Dunkirk: The RAF support the evacuation
Written by Pam Preedy.
By 26th May, 1940 Britain faced “a colossal military disaster . . . the whole root and core and brain of the British Army” (Churchill) had been stranded at Dunkirk and seemed about to perish or be captured.
The British Expeditionary Force (BEF) went to help defend France. For eight months while economic sanctions were imposed on Germany, little actual warfare occurred (the Phoney War). Then, on 10th May, 1940 Germany invaded Belgium, the Netherlands and France. Three panzer corps attacked through the Ardennes and drove the BEF towards the English Channel, trapping them at Dunkirk. Thousands of men with nowhere else to run arrived on the beaches. The remains of the Belgian forces, and three French field armies were likewise trapped along the northern coast of France.
The film Dunkirk tells the story of the evacuation so effectively. Churchill and his advisers expected that only 20,000 to 30,000 men would be rescued. Ultimately over 338,000 British and French troops were brought home, turning a disaster into a miracle.
We all know the story of Operation ‘Dynamo’; the small boats joining the Navy (mostly captained by naval personnel) in a desperate bid to bring home as many men as possible . The small boats could come close to the shore to rescue desperate, terrified and exhausted men.
Perhaps less well-known is the part played by the Royal Air Force. To the men on the beaches the RAF was almost invisible. What they did see were the terrifying German dive-bombers; Stukas and Heinkels as they dropped bomb after bomb on Royal Navy ships and the soldiers swarming across the beaches.

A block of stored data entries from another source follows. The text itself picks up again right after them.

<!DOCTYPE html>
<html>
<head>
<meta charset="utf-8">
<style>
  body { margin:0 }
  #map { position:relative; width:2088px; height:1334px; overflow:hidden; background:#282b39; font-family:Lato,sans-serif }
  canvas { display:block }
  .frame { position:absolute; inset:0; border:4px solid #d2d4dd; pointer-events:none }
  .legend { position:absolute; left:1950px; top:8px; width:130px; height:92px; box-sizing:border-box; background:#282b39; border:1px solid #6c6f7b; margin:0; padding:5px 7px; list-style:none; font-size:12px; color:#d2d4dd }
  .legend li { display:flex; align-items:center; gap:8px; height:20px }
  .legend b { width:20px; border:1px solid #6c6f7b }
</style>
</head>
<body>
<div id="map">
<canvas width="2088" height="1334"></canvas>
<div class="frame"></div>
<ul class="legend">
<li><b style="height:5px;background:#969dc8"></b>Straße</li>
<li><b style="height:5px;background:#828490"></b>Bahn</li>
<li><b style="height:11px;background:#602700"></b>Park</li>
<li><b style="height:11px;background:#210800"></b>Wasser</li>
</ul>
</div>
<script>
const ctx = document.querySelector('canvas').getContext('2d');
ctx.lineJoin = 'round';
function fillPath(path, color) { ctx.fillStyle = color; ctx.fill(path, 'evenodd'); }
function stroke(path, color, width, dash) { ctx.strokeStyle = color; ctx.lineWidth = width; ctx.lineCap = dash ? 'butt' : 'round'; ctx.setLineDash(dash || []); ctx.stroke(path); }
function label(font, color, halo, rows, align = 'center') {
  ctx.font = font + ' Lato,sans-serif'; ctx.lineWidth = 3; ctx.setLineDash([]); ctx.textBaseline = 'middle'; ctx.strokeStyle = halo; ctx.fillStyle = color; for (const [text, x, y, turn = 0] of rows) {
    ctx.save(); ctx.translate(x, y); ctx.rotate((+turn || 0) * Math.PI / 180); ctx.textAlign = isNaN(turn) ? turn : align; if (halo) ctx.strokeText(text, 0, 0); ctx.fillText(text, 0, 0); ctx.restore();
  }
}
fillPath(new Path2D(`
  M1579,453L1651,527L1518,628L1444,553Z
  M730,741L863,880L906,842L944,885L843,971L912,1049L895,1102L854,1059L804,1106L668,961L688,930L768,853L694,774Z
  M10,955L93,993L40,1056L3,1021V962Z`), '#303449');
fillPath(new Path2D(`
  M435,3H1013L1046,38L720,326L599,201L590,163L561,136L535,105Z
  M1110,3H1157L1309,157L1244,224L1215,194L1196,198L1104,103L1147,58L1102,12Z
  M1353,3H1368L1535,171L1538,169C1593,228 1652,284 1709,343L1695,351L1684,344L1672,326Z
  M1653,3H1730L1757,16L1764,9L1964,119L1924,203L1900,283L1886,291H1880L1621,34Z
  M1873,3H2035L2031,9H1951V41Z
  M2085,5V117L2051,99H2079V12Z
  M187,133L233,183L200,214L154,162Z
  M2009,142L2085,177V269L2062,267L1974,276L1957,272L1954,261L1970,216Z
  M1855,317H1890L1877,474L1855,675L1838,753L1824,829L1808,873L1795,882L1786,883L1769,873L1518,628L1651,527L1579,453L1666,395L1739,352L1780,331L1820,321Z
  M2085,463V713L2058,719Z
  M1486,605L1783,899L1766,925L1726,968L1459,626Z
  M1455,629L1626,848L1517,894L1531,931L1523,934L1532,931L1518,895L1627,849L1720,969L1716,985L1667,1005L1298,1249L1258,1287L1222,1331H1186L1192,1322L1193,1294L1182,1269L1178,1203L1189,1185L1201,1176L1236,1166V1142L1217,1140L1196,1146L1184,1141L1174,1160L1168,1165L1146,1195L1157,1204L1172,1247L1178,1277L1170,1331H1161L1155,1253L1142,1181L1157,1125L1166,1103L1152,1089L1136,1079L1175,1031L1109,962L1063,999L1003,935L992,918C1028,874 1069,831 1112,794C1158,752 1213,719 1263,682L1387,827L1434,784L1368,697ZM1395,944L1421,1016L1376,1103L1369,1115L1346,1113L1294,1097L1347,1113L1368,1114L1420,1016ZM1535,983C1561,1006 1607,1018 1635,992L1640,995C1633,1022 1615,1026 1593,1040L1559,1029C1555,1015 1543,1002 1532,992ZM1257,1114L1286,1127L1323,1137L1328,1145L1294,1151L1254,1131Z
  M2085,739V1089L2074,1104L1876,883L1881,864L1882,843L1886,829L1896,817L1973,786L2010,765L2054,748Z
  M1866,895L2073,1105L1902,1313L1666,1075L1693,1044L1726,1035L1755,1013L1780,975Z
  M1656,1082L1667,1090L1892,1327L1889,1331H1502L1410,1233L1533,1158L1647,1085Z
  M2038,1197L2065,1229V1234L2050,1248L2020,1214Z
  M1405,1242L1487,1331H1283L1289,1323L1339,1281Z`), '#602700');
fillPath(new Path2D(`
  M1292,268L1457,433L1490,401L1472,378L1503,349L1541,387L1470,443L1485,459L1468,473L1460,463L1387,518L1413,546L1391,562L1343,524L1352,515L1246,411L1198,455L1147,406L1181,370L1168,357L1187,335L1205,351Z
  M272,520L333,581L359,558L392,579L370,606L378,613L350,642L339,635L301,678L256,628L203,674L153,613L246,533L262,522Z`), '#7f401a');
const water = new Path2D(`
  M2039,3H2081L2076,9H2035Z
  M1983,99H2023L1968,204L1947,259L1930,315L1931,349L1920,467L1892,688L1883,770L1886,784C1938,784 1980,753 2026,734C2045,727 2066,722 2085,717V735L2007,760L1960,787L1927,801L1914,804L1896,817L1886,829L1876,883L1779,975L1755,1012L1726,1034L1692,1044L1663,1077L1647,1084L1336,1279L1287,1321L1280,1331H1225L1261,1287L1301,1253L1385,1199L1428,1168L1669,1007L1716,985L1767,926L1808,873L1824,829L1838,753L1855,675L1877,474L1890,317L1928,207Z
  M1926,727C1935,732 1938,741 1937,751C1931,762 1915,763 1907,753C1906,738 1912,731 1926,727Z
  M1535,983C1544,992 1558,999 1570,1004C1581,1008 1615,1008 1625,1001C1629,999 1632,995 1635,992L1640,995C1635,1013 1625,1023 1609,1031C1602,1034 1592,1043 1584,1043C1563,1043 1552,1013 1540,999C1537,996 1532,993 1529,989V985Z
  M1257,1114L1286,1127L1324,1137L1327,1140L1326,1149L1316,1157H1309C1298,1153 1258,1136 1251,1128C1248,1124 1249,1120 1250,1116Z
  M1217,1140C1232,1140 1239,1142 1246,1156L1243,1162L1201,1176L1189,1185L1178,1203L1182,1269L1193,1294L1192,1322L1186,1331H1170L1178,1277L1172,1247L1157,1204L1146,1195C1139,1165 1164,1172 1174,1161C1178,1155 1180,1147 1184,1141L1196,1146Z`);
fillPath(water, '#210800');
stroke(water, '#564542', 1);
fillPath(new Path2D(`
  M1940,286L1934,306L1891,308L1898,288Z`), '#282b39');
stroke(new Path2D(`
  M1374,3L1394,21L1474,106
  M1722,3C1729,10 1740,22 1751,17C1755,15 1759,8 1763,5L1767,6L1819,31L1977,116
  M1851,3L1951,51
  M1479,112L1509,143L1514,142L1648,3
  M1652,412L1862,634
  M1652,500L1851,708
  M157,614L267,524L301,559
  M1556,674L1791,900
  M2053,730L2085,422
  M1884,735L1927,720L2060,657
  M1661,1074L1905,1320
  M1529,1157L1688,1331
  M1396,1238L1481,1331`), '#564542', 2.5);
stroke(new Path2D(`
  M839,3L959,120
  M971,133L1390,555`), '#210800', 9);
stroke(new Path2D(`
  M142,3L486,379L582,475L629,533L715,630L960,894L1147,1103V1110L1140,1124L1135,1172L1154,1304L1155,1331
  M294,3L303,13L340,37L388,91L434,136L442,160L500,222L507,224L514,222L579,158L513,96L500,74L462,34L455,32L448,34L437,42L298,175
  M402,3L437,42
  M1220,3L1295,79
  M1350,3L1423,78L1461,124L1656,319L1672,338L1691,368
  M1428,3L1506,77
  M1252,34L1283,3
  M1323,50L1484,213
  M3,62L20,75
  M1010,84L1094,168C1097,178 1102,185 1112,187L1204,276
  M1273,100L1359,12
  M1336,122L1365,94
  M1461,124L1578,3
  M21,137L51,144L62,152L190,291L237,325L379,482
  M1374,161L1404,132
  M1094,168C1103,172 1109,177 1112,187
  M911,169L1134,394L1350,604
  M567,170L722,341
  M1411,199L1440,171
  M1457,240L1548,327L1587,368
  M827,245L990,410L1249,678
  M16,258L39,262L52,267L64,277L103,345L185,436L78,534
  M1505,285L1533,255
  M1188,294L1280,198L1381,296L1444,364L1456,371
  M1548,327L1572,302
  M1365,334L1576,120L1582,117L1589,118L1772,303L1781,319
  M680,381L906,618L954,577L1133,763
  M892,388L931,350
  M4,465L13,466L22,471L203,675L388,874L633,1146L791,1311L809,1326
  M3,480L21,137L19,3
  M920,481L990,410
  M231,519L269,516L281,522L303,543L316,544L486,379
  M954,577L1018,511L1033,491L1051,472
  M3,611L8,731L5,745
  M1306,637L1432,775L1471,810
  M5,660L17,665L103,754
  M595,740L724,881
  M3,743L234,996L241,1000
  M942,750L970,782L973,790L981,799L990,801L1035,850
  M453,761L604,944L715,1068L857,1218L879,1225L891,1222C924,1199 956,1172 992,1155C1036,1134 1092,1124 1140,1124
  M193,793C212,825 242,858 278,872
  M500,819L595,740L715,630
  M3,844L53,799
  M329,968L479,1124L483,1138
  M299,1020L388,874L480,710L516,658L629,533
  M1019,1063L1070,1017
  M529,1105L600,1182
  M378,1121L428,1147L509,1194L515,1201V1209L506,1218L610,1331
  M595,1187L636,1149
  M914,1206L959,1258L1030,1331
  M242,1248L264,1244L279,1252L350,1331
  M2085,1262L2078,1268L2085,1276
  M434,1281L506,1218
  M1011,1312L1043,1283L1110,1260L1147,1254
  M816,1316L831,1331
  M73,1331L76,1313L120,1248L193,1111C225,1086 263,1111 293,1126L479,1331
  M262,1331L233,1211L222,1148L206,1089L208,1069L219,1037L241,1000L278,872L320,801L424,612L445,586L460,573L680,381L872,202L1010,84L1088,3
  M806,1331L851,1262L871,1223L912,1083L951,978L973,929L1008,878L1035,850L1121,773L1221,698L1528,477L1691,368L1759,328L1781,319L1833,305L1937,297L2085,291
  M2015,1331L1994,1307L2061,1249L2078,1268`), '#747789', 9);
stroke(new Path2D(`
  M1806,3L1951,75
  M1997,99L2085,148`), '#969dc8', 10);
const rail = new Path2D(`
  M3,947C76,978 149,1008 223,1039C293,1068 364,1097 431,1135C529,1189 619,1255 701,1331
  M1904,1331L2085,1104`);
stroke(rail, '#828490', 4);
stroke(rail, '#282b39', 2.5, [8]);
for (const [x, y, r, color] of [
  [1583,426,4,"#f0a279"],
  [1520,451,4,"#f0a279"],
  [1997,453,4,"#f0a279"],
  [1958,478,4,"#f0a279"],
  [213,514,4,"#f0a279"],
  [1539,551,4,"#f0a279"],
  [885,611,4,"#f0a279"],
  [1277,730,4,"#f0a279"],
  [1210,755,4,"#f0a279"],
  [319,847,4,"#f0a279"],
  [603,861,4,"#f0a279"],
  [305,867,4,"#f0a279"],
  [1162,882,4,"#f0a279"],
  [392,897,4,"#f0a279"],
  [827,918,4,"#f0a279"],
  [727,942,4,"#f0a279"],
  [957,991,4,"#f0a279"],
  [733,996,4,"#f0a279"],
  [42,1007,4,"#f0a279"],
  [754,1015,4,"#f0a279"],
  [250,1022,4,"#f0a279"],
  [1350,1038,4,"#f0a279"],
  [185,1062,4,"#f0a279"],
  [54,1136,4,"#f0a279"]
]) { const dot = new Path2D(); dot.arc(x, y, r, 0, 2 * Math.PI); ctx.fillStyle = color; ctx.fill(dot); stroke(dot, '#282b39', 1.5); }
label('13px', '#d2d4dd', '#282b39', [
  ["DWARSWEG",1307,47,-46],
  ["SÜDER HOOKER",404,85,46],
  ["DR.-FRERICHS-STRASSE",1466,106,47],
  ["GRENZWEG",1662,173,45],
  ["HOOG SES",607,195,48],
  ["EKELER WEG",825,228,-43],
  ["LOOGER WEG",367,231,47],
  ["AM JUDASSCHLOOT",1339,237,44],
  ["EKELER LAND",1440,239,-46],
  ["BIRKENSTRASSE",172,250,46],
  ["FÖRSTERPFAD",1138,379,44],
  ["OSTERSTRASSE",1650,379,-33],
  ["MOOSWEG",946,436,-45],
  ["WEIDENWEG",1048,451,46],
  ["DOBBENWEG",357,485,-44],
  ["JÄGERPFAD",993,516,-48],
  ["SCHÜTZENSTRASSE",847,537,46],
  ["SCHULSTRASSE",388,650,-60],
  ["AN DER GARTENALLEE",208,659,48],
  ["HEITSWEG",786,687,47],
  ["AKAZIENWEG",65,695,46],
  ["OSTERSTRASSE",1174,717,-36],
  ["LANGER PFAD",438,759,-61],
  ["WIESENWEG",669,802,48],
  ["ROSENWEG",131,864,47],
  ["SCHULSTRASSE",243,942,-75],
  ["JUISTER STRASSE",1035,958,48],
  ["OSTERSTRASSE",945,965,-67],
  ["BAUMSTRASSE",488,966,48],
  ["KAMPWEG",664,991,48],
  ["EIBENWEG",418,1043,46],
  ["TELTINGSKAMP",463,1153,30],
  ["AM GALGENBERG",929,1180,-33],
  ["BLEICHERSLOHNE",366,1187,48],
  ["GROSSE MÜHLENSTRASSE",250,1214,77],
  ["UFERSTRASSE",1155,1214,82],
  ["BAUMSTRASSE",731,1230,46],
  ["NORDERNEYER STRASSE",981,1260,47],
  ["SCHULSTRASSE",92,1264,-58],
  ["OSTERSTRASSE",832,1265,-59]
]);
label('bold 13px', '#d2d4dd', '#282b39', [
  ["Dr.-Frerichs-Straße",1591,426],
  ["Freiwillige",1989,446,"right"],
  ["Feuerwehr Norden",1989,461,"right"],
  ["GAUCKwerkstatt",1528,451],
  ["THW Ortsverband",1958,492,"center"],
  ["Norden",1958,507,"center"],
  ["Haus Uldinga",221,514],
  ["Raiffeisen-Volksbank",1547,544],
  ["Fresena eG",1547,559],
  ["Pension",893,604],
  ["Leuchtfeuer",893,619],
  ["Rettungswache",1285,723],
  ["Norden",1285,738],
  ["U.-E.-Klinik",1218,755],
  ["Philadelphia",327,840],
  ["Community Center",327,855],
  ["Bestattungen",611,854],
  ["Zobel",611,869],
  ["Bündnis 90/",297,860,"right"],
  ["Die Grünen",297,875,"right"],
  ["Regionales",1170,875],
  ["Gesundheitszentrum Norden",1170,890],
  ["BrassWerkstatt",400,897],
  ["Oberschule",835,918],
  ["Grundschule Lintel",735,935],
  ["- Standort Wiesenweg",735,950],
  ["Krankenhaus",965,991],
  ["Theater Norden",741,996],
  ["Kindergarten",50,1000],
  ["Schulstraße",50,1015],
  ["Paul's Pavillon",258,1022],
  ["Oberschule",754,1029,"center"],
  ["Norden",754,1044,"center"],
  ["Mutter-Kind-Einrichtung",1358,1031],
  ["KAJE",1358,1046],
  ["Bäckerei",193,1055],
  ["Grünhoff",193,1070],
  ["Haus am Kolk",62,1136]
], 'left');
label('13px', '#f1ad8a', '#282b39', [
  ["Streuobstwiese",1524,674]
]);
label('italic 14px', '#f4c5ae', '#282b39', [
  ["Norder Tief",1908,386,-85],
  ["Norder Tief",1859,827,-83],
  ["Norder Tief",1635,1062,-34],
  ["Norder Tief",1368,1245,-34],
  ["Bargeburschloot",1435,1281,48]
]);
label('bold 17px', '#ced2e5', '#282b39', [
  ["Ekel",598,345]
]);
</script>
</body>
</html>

Unknown to them, pilots from the RAF were deep behind Dunkirk trying to keep the Luftwaffe away. From 27th May to 5th June, 1940, Biggin Hill (and its Sector airfields), pilots in Hurricanes and Spitfires provided aerial cover. The pilots of these planes were constantly patrolling the skies and keeping the Luftwaffe at bay. The slower Hurricanes (60% of the RAF fighter strength at the time) usually attacked the German bombers, while the faster Spitfires went after the faster Messerschmitt 109s, their bomber escorts.
From the beginning of the operation, RAF squadrons had been ordered to provide air supremacy for the Royal Navy. Over the course of the operation, the RAF flew 2,739 fighter sorties, 651 bombing raids and 171 reconnaissance flights. Fighter Command claimed 262 enemy aircraft, losing 106 of their own. In total six Biggin Hill sector Squadrons joined the fight, three squadrons of Spitfires and three of Hurricanes.
A total of 19 pilots from these Squadrons were killed during the action. These are all listed and remembered in the Biggin Hill Memorial Chapel. Pilots from other flying sectors were also in the skies over Dunkirk, with a total loss of some 80 RAF flyers.
Here are some of the Biggin Hill stories:
Sergeant William Medway from 610 Spitfire Squadron was shot down and died on 27th May, while providing air cover to Allied troops evacuating out of Dunkirk. His body is buried in Belgium.
Pilot Officer Gordon Stewart of the 242 ‘Canadian’ Squadron flying Hurricanes was shot down by a Messerschmitt 109 on 31st May. A fellow pilot from 242 Squadron was killed later in this action.
Four Hurricane pilots from 229 Squadron briefly based at Merville, Lille in France, were lost in action, three on the same day 29th May (Flight Lt. Falcon Clouston; Sergeant Pilot James Harrison and Flight Lt. Patrick Browne). This was a bad day for the Squadron. Flight Lieutenant Falcon N. Clouston was leading his Hurricane squadron over the battle area when they encountered a swarm of Messerschmitts. They lost five Hurricanes (and three pilots) during that encounter.
Some bodies such as that of Flying Officer Gerald Kerr were never recovered, but are commemorated on the Runnymede Memorial in Surrey. Far from being absent at Dunkirk, the RAF were constantly on patrol working to keep the Germans at bay.
Ultimately over 338,000 (a third of them French soldiers) were evacuated from those terrifying beaches and 90,000 were left behind to be taken prisoners of war, most held for the duration of the war – five years. Around 16,000 French soldiers and 1,000 British soldiers died during the evacuation. 87 airmen were lost during ‘Dynamo’.
Operation ‘Dynamo’, was widely celebrated as a miracle and created the ‘Dunkirk Spirit’ which helped boost civilian morale, and helped Britain to fight on in the summer of 1940.